The hon. member will have time to answer one other question after oral question period.

Veterans AffairsStatements By Members

2 p.m.

Liberal

Susan Kadis Liberal Thornhill, ON

Mr. Speaker, today in Toronto the Jewish War Veterans Memorial Committee will launch its fundraising campaign with the creation of Canada's first national Jewish war veterans memorial. The memorial will honour those of the Jewish faith who have served Canada both before and after Confederation.

This issue is very close to my heart as my father, Vic, at the young age of 15 joined the more than 17,000 Jewish men and women who fought for Canada during World War II.

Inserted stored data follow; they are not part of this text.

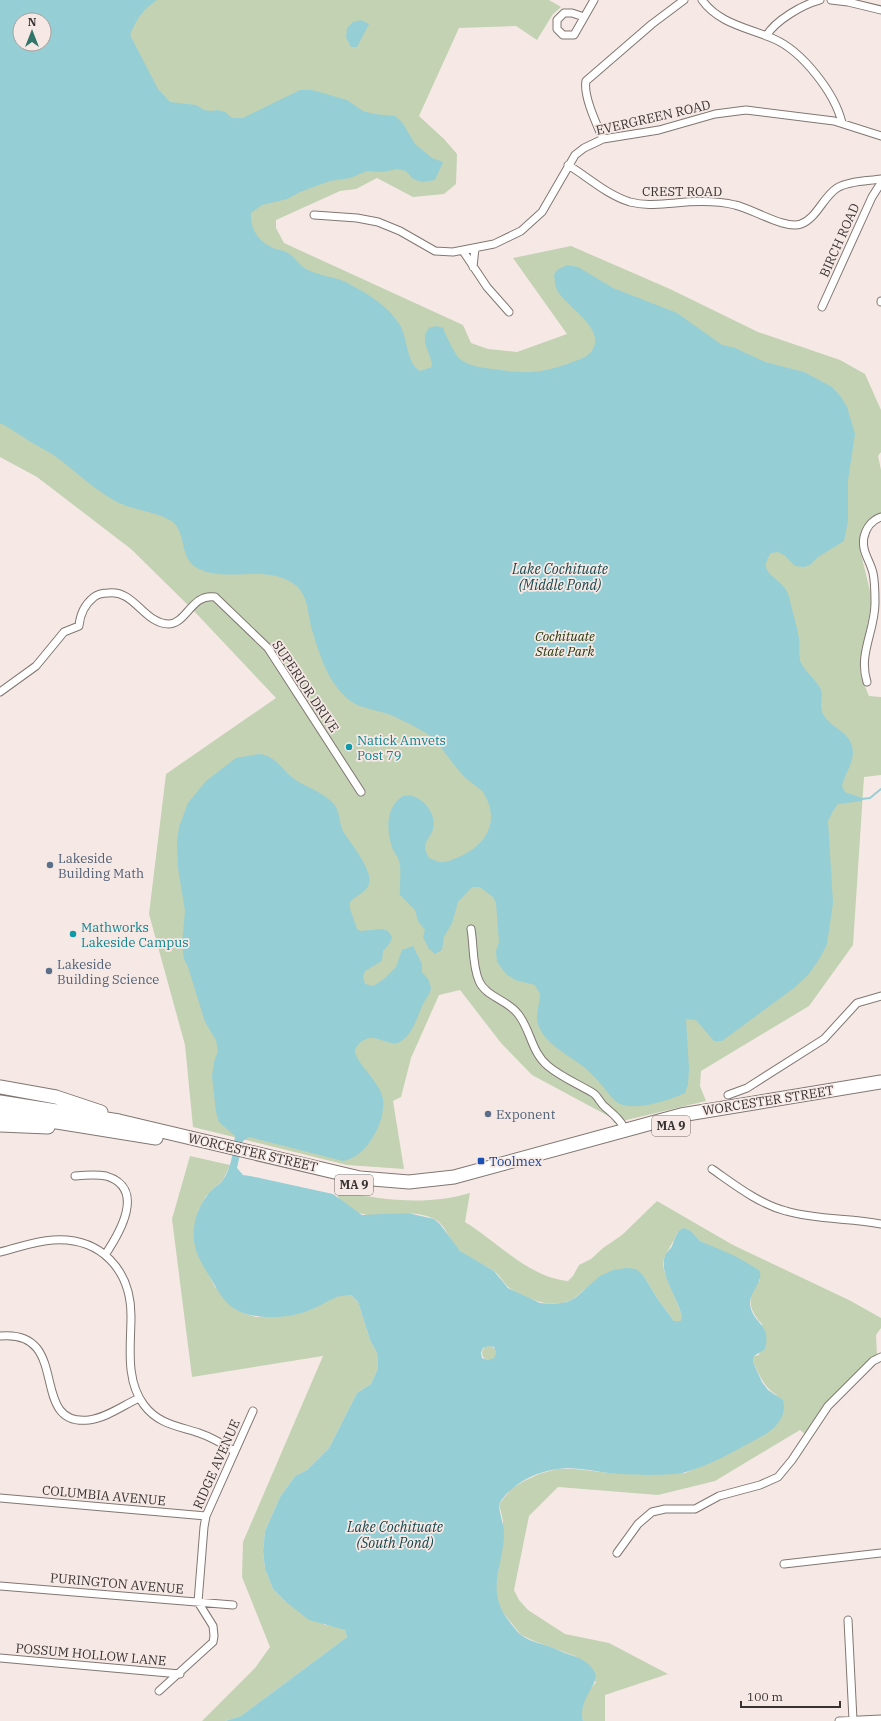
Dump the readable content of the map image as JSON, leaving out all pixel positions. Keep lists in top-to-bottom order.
{
  "streets": {
    "highway": ["WORCESTER STREET", "MA 9"],
    "street": [
      "EVERGREEN ROAD",
      "CREST ROAD",
      "BIRCH ROAD",
      "SUPERIOR DRIVE",
      "RIDGE AVENUE",
      "COLUMBIA AVENUE",
      "PURINGTON AVENUE",
      "POSSUM HOLLOW LANE"
    ]
  },
  "crossings": [
    ["EVERGREEN ROAD", "CREST ROAD"],
    ["RIDGE AVENUE", "COLUMBIA AVENUE"],
    ["RIDGE AVENUE", "PURINGTON AVENUE"]
  ],
  "water": ["Lake Cochituate (Middle Pond)", "Lake Cochituate (South Pond)"],
  "parks": ["Cochituate State Park"],
  "places": {
    "other": [
      "Natick Amvets Post 79",
      "Lakeside Building Math",
      "Mathworks Lakeside Campus",
      "Lakeside Building Science",
      "Exponent"
    ],
    "transit": ["Toolmex"]
  },
  "scale_bar": "100 m",
  "north": "top"
}
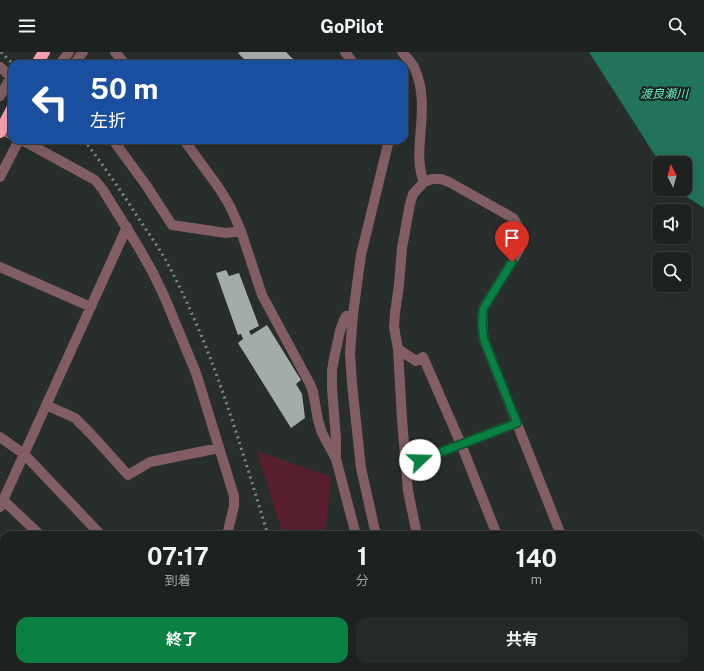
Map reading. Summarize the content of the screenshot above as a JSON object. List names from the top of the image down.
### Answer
{
  "water": ["渡良瀬川"],
  "north": "top",
  "page": {
    "header": "GoPilot",
    "turn": ["50 m", "左折"],
    "eta": [
      "07:17",
      "到着",
      "1",
      "分",
      "140",
      "m"
    ],
    "buttons": ["終了", "共有"]
  }
}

As Canadians, we must honour the sacrifice of all veterans who have secured the hard-fought freedoms that we enjoy today. It is especially fitting that this project is being launched during the Year of the Veteran. As we mark the halfway point of this special year, Canadians across the country are continuing to celebrate, thank and remember our veterans, including those in particular who gave their lives. We must ensure that memorials like this one are erected so that Canada's memory and appreciation of our veterans never fade.

I want to convey my gratitude to all our veterans who have, whenever terror has loomed, when peace has been threatened, proudly fought with courage and determination to ensure that the Canadian values of freedom and democracy were always protected.